- What you have to do -
Please copy each line of the data that includes the string "compass".

Start of Records for the exercise

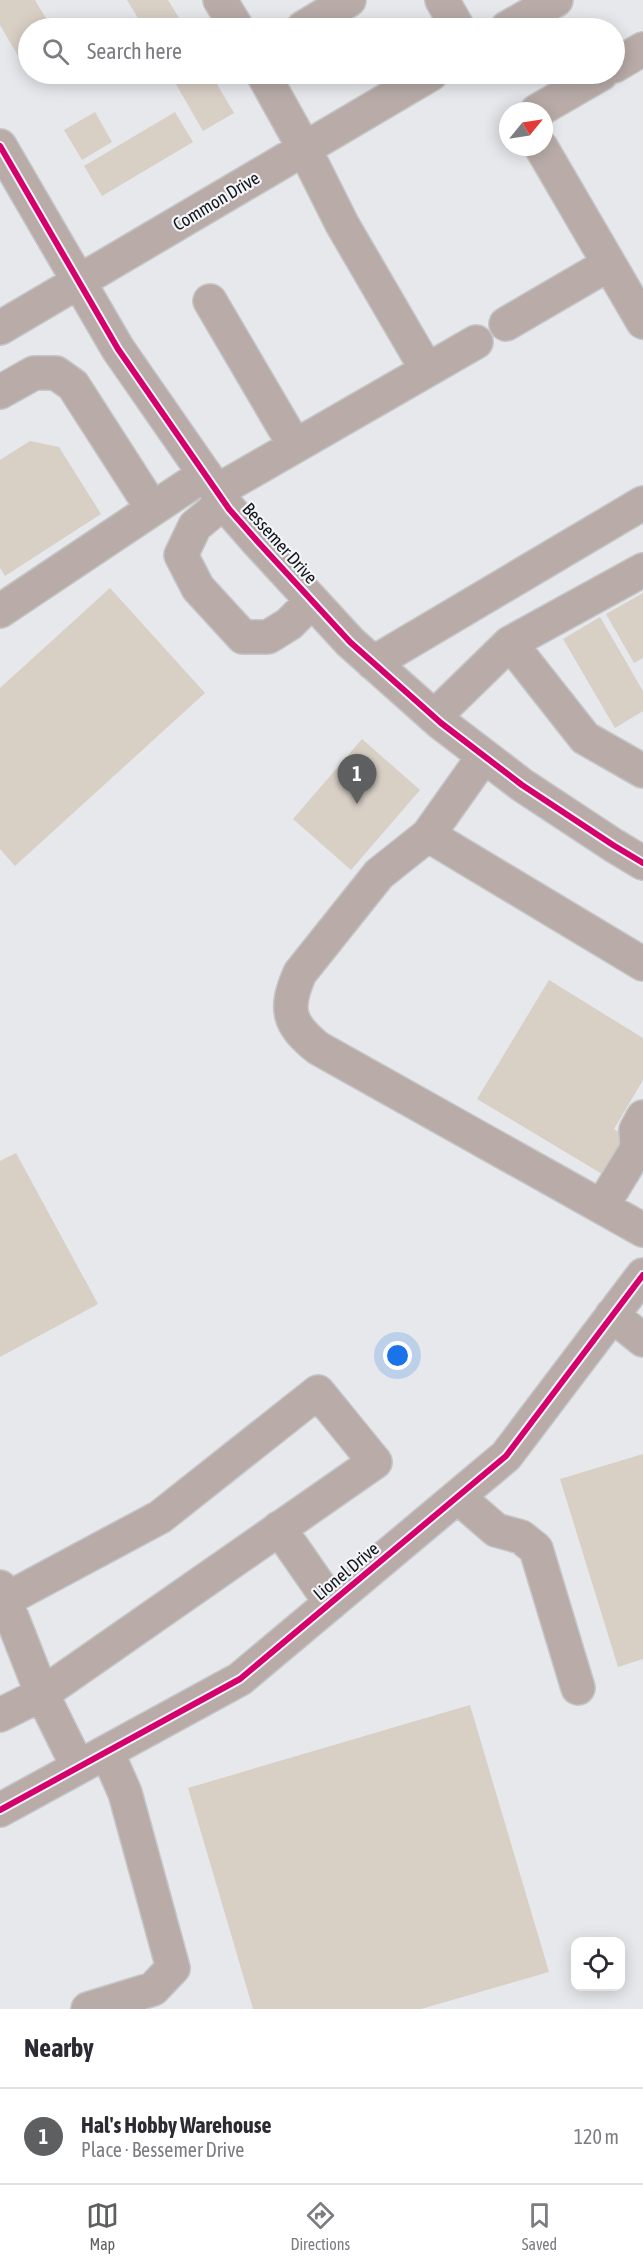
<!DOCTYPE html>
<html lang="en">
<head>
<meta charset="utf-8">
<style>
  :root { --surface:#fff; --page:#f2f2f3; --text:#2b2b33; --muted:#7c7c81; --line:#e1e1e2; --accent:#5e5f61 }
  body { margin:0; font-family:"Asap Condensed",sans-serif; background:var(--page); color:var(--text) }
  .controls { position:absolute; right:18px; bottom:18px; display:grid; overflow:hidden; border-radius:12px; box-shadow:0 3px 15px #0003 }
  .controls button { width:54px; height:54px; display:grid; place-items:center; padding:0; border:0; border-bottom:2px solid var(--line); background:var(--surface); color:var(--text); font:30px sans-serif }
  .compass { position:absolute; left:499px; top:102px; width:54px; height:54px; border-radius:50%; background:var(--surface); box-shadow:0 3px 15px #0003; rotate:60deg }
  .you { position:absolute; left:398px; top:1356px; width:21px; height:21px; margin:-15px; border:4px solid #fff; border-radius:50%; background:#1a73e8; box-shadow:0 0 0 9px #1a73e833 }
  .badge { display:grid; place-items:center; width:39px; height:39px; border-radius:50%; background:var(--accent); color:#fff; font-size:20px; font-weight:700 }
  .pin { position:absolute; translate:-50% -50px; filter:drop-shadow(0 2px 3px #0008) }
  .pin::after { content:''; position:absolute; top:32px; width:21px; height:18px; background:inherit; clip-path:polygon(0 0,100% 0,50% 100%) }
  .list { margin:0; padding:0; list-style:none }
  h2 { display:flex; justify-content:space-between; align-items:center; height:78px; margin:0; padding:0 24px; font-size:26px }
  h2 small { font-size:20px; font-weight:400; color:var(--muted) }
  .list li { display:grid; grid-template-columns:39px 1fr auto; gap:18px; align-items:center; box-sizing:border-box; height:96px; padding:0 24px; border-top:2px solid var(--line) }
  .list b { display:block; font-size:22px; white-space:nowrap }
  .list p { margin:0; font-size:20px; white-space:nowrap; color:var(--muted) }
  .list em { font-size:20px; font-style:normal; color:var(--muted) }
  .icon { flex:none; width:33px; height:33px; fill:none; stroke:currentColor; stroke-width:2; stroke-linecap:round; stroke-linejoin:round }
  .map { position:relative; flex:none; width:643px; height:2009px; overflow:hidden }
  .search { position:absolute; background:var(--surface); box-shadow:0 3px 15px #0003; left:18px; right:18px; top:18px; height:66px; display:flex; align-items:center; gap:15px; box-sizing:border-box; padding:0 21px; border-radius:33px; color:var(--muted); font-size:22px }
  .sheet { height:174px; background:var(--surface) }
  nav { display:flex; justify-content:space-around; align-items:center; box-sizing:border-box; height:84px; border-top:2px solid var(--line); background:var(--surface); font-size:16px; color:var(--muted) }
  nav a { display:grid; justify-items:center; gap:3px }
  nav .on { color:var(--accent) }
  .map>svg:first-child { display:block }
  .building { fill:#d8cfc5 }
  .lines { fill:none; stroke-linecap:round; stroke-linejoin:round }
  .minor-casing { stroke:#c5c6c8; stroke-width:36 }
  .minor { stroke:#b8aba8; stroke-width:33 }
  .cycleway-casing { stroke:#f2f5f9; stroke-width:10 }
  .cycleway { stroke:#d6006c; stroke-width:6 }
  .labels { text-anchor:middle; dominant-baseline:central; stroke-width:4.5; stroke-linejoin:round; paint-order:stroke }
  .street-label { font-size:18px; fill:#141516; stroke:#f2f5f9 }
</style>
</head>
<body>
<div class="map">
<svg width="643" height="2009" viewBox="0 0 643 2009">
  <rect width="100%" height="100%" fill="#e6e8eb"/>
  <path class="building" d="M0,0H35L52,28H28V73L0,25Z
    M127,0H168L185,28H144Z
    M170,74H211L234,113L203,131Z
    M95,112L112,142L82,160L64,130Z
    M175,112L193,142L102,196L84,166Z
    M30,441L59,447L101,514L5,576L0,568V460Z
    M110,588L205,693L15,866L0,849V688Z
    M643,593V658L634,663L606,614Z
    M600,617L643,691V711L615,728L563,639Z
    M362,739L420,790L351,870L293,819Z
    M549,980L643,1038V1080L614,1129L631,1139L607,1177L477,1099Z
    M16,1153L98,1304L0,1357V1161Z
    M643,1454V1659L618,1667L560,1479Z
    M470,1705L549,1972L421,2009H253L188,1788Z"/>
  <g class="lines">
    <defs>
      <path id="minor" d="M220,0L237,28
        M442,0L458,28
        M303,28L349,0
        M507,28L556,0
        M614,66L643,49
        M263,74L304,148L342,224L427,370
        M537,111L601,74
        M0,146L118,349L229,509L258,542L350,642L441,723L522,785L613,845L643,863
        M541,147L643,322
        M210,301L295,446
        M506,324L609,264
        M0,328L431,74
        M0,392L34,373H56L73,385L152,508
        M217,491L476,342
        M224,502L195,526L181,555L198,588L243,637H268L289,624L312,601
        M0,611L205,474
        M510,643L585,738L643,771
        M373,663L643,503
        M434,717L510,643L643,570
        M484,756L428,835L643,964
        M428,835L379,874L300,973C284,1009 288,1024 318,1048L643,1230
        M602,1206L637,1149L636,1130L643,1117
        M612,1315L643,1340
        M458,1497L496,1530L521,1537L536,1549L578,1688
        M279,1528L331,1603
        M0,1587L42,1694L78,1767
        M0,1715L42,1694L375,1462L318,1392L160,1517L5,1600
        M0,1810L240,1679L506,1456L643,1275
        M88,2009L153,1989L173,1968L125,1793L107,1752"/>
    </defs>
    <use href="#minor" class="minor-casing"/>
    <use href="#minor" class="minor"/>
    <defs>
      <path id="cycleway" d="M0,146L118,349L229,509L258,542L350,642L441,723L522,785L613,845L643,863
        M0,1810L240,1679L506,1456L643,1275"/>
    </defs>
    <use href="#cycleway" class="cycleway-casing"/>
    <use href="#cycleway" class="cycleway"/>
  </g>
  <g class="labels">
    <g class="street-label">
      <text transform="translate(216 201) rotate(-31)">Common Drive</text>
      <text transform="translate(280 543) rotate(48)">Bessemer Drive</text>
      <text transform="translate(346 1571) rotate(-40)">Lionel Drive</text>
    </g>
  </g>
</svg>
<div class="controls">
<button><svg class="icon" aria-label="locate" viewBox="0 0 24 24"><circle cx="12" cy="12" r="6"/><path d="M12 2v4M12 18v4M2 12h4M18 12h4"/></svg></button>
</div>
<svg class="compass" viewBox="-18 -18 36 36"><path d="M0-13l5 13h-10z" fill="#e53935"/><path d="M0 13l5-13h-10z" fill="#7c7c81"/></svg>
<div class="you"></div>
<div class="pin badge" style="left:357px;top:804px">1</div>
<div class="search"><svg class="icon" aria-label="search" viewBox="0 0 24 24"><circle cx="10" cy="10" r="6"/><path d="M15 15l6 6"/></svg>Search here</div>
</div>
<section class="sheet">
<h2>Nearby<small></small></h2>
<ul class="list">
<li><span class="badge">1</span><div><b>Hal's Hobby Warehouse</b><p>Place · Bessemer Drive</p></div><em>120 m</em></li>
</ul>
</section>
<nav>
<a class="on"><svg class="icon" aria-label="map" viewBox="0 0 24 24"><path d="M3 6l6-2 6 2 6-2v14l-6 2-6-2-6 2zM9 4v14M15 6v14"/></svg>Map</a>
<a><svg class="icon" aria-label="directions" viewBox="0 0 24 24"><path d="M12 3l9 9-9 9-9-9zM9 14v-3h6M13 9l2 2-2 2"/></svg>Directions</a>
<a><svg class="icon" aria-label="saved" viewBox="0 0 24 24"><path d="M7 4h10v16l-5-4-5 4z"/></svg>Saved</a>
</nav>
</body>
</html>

End of Records for the exercise
Start of Records for the exercise

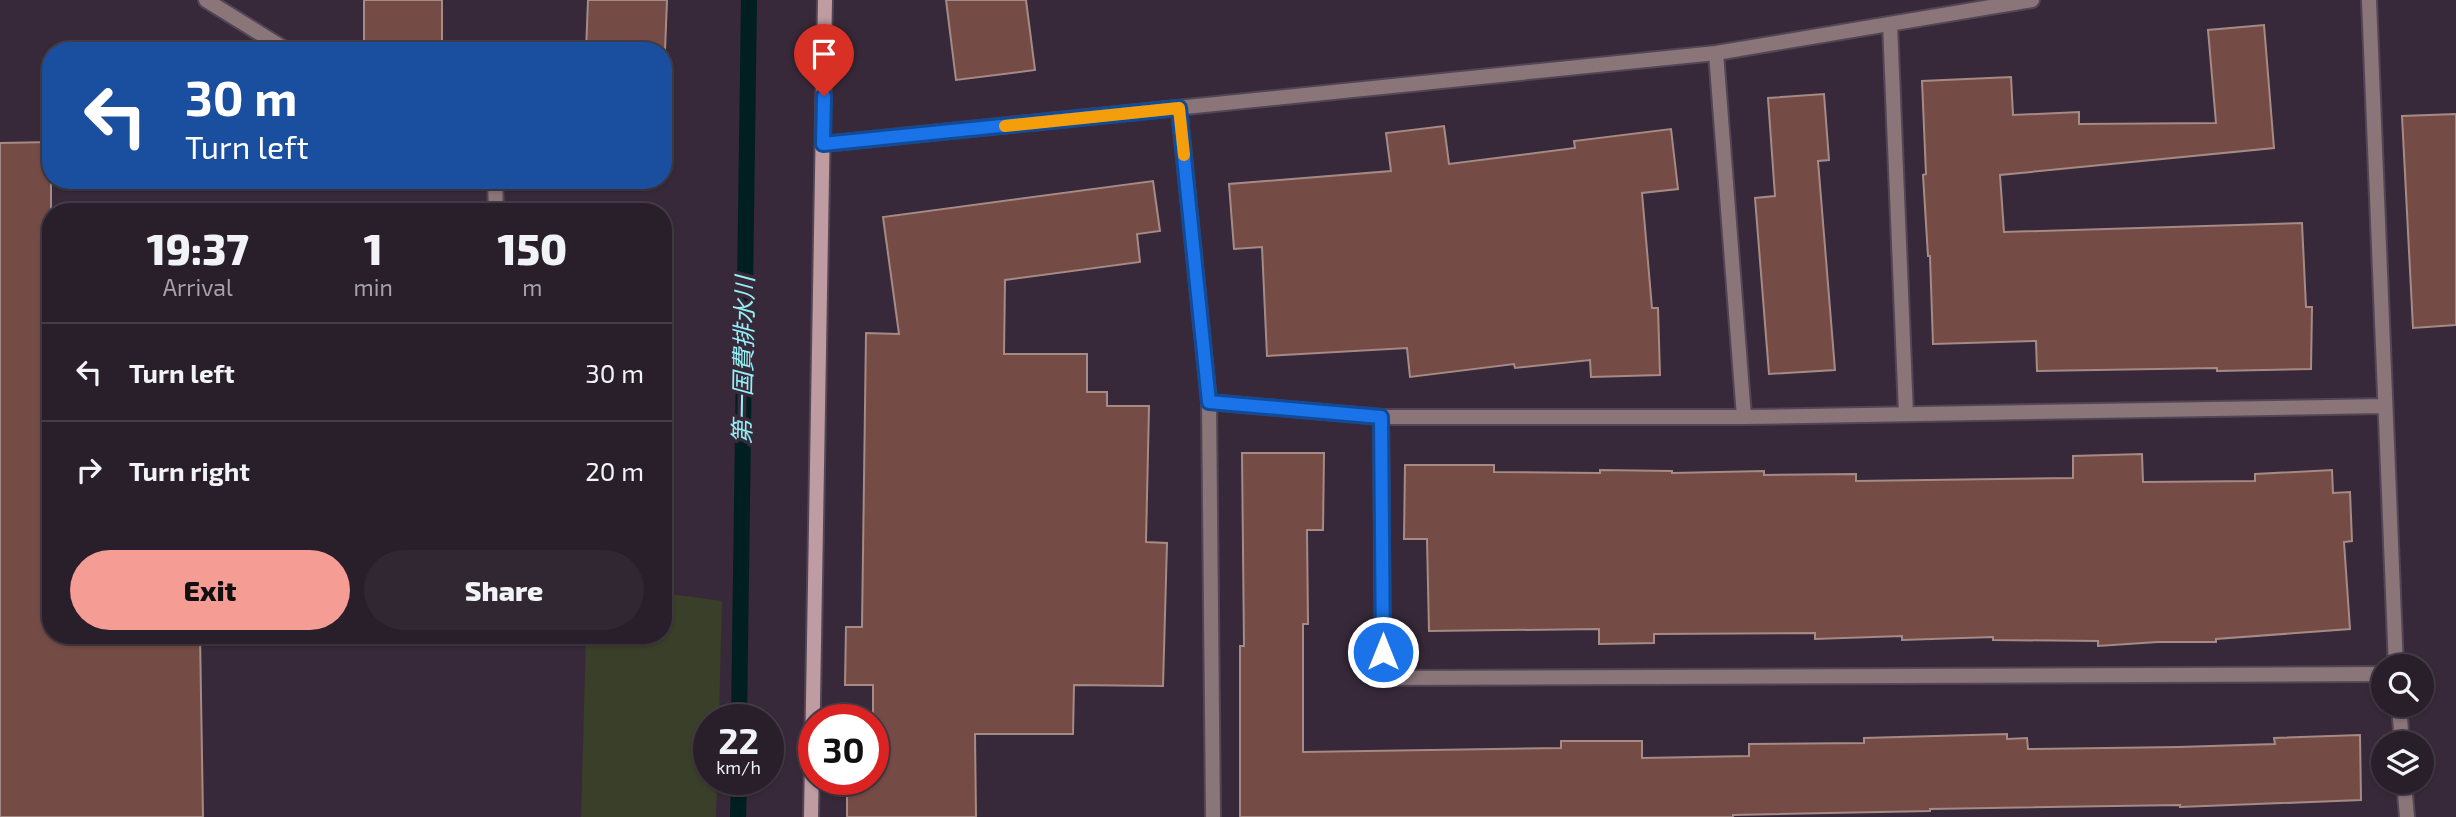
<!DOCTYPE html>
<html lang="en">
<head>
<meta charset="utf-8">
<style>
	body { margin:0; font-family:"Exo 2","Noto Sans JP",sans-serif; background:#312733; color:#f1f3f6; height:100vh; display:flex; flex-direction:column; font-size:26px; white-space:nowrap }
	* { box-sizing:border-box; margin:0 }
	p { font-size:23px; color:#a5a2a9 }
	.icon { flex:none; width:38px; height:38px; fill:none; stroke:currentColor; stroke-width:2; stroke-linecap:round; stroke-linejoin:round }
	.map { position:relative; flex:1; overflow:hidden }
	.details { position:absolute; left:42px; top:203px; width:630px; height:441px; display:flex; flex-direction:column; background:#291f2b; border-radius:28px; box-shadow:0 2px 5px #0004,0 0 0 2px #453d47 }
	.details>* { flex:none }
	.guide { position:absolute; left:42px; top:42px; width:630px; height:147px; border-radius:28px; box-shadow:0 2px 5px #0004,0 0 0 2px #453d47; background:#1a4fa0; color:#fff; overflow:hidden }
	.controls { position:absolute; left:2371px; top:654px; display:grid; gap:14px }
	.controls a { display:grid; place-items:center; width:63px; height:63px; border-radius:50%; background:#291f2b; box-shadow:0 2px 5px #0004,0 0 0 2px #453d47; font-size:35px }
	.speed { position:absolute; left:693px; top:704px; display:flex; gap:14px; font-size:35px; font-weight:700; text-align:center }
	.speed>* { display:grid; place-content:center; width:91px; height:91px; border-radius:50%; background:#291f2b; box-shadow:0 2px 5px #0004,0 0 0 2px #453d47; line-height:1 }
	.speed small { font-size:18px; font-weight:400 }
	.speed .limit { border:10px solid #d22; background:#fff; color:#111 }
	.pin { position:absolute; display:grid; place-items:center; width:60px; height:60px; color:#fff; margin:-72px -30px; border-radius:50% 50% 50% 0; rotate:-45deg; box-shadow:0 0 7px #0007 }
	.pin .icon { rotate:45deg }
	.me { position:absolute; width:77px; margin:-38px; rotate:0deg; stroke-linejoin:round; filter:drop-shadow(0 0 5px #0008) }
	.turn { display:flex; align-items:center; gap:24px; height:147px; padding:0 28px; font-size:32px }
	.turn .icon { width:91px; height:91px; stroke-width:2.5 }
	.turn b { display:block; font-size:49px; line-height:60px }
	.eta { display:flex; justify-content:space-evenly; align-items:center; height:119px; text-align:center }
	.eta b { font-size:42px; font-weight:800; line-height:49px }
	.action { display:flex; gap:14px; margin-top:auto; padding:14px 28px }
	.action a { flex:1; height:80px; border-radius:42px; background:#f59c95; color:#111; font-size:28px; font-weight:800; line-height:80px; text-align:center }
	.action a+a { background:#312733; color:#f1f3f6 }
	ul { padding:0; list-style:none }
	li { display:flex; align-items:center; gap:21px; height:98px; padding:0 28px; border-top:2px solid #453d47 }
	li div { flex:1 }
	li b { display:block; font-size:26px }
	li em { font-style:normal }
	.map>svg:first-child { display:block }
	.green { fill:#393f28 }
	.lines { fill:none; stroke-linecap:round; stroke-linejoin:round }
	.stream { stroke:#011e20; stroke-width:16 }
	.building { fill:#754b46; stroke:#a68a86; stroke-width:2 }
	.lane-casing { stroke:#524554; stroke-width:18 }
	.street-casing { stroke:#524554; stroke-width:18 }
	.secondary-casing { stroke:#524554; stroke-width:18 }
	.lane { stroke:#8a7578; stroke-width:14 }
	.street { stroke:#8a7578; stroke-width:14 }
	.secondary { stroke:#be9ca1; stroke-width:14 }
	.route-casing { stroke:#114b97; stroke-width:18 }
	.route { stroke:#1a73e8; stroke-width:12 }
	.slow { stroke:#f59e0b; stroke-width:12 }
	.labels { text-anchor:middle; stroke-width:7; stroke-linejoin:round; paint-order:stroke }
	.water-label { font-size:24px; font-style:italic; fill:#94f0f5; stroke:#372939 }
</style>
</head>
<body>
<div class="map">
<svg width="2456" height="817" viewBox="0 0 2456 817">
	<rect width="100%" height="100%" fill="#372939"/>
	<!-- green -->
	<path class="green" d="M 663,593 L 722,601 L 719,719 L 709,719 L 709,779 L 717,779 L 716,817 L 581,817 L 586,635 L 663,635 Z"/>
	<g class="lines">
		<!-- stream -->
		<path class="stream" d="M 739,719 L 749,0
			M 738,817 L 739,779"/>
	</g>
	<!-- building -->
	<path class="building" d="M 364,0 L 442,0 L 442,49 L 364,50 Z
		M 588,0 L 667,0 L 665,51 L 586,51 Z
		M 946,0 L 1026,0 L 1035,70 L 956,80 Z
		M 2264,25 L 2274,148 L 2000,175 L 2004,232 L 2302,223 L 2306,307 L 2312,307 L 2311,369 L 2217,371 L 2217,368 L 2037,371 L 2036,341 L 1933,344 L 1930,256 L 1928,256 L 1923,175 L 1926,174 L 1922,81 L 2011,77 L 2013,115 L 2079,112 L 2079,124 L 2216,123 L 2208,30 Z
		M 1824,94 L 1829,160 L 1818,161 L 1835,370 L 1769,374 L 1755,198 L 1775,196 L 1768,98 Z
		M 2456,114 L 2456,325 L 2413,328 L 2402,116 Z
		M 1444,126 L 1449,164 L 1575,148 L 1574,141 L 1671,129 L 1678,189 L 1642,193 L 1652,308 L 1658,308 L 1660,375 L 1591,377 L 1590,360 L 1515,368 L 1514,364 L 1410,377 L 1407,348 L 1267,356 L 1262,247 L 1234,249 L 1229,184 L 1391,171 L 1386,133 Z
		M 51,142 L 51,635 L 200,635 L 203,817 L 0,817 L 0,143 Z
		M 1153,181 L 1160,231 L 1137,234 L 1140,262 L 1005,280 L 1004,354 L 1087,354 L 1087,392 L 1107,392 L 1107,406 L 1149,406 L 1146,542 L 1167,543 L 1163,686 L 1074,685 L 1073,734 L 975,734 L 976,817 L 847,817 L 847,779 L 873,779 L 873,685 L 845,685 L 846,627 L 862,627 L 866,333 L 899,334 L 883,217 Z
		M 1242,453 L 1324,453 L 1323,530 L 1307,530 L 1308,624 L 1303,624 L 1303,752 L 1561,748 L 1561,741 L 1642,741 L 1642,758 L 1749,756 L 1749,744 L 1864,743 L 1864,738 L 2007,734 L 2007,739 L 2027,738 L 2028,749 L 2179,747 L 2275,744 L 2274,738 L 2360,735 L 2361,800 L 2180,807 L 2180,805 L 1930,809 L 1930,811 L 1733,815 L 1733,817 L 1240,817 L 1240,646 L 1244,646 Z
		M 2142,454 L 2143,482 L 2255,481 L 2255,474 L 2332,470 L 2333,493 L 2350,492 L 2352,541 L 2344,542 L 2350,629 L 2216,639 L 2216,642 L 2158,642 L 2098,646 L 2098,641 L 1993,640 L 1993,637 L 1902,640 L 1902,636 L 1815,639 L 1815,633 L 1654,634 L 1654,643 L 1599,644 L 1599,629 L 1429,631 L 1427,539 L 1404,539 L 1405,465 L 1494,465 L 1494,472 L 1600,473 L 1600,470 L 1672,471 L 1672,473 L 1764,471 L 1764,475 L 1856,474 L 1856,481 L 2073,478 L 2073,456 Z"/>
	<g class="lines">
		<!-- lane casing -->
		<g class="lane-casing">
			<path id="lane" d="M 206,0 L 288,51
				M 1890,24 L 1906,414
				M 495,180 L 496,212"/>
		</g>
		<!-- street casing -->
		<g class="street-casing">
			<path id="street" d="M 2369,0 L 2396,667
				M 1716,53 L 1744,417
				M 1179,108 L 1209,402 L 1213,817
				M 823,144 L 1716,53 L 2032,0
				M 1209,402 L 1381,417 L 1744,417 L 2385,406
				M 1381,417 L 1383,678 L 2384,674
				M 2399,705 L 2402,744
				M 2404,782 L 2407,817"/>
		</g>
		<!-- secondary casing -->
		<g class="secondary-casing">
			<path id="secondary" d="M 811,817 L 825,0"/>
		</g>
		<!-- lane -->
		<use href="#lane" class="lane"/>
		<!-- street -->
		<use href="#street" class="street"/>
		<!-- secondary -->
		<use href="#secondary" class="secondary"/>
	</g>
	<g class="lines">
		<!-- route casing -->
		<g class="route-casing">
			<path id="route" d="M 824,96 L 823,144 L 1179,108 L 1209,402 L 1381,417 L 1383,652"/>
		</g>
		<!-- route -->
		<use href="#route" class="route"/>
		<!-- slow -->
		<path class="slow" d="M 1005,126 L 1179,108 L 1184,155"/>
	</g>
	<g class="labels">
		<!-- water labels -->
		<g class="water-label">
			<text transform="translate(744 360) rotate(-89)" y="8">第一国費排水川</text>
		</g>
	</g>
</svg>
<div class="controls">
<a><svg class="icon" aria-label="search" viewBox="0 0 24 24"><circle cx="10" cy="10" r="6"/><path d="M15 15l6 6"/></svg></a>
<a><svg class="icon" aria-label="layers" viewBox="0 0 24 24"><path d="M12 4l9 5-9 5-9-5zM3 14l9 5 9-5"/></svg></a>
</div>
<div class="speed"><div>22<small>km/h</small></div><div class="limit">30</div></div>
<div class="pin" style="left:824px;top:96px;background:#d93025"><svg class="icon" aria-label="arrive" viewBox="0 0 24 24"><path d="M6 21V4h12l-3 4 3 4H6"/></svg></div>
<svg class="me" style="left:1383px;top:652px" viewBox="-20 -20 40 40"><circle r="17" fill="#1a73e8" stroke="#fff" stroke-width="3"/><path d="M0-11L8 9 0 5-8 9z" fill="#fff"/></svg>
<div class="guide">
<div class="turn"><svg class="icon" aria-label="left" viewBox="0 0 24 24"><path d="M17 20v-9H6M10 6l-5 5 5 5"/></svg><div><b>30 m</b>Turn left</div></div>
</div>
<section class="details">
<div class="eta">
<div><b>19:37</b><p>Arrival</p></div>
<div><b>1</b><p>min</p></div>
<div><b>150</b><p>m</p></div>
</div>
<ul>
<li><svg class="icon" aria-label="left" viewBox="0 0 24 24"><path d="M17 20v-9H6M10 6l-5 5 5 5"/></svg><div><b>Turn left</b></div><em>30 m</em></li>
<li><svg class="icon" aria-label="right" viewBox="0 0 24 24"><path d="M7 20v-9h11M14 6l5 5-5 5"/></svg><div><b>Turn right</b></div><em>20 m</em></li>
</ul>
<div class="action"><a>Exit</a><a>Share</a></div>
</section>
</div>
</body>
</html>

End of Records for the exercise

- Answer for this exercise -
  .compass { position:absolute; left:499px; top:102px; width:54px; height:54px; border-radius:50%; background:var(--surface); box-shadow:0 3px 15px #0003; rotate:60deg }
<svg class="compass" viewBox="-18 -18 36 36"><path d="M0-13l5 13h-10z" fill="#e53935"/><path d="M0 13l5-13h-10z" fill="#7c7c81"/></svg>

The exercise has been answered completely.